[Task instructions] For every line in the data below that contains "Aleja", copy the line.

[Records supplied]
• • • • • • •
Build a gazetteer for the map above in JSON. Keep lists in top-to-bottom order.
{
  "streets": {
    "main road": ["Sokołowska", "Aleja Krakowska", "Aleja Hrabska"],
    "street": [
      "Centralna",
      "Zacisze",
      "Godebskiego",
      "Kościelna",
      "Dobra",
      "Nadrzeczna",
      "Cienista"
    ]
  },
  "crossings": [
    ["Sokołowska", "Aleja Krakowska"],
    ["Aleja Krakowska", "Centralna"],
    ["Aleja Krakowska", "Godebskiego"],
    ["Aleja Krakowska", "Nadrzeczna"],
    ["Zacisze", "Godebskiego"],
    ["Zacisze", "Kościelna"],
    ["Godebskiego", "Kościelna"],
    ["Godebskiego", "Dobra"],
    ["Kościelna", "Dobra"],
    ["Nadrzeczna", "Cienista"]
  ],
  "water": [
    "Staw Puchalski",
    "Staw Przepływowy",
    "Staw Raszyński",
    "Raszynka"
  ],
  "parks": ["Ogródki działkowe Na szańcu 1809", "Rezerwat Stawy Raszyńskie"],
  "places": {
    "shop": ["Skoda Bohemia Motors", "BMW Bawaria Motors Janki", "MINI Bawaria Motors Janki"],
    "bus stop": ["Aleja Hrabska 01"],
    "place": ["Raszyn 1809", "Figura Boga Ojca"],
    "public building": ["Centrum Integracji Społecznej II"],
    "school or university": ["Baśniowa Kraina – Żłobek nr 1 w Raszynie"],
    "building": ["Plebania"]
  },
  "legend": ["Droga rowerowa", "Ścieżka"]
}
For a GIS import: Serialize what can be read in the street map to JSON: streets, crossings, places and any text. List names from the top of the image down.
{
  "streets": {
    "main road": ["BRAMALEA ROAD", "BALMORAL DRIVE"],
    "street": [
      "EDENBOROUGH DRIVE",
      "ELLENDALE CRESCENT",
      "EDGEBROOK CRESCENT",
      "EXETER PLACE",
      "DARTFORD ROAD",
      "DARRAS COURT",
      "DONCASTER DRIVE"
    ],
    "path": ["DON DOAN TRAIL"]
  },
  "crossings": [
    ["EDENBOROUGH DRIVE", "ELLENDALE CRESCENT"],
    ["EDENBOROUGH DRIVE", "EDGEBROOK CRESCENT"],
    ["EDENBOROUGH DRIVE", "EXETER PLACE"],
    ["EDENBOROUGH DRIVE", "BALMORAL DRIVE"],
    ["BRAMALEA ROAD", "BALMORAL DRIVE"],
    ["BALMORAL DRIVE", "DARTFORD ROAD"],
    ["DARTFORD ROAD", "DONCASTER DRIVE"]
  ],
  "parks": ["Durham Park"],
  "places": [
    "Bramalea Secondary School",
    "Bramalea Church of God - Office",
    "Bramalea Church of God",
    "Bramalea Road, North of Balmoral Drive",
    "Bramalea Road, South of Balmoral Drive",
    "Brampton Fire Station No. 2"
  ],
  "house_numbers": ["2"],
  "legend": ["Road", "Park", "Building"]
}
• • • • • • •
[Your solution]
    "main road": ["Sokołowska", "Aleja Krakowska", "Aleja Hrabska"],
    ["Sokołowska", "Aleja Krakowska"],
    ["Aleja Krakowska", "Centralna"],
    ["Aleja Krakowska", "Godebskiego"],
    ["Aleja Krakowska", "Nadrzeczna"],
    "bus stop": ["Aleja Hrabska 01"],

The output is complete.